* PROBLEM DESCRIPTION *
The answer must give back every line of the data exactly, with no pictures.

┌─ MATERIAL PROVIDED

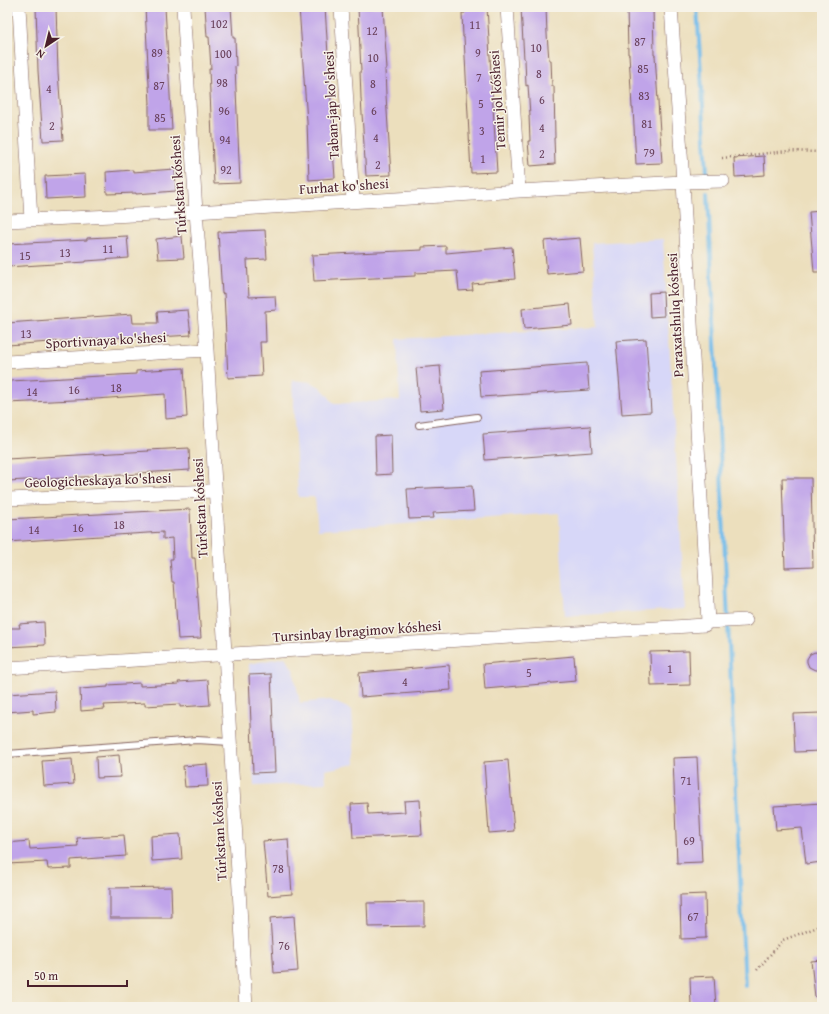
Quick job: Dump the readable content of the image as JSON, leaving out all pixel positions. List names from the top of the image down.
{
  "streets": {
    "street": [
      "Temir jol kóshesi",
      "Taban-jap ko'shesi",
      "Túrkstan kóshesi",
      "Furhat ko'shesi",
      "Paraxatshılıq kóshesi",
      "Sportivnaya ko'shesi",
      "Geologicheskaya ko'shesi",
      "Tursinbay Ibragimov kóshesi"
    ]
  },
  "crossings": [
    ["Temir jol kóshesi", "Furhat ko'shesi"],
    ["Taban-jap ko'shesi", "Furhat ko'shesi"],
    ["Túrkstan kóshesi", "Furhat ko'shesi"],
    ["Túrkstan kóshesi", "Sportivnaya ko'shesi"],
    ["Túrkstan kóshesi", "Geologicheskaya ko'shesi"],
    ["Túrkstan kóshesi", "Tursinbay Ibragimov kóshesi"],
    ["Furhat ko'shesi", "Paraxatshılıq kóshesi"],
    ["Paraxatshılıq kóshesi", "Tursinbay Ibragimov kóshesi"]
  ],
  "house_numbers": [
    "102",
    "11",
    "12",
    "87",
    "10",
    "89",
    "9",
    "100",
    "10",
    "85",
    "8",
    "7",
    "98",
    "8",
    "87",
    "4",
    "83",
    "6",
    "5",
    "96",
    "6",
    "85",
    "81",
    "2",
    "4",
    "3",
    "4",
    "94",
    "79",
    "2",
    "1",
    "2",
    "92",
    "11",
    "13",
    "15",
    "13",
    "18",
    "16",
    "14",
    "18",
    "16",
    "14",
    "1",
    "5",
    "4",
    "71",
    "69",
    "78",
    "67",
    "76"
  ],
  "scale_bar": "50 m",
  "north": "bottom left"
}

└─

* RESULT OF THIS TASK *
Quick job: Dump the readable content of the image as JSON, leaving out all pixel positions. List names from the top of the image down.
{
  "streets": {
    "street": [
      "Temir jol kóshesi",
      "Taban-jap ko'shesi",
      "Túrkstan kóshesi",
      "Furhat ko'shesi",
      "Paraxatshılıq kóshesi",
      "Sportivnaya ko'shesi",
      "Geologicheskaya ko'shesi",
      "Tursinbay Ibragimov kóshesi"
    ]
  },
  "crossings": [
    ["Temir jol kóshesi", "Furhat ko'shesi"],
    ["Taban-jap ko'shesi", "Furhat ko'shesi"],
    ["Túrkstan kóshesi", "Furhat ko'shesi"],
    ["Túrkstan kóshesi", "Sportivnaya ko'shesi"],
    ["Túrkstan kóshesi", "Geologicheskaya ko'shesi"],
    ["Túrkstan kóshesi", "Tursinbay Ibragimov kóshesi"],
    ["Furhat ko'shesi", "Paraxatshılıq kóshesi"],
    ["Paraxatshılıq kóshesi", "Tursinbay Ibragimov kóshesi"]
  ],
  "house_numbers": [
    "102",
    "11",
    "12",
    "87",
    "10",
    "89",
    "9",
    "100",
    "10",
    "85",
    "8",
    "7",
    "98",
    "8",
    "87",
    "4",
    "83",
    "6",
    "5",
    "96",
    "6",
    "85",
    "81",
    "2",
    "4",
    "3",
    "4",
    "94",
    "79",
    "2",
    "1",
    "2",
    "92",
    "11",
    "13",
    "15",
    "13",
    "18",
    "16",
    "14",
    "18",
    "16",
    "14",
    "1",
    "5",
    "4",
    "71",
    "69",
    "78",
    "67",
    "76"
  ],
  "scale_bar": "50 m",
  "north": "bottom left"
}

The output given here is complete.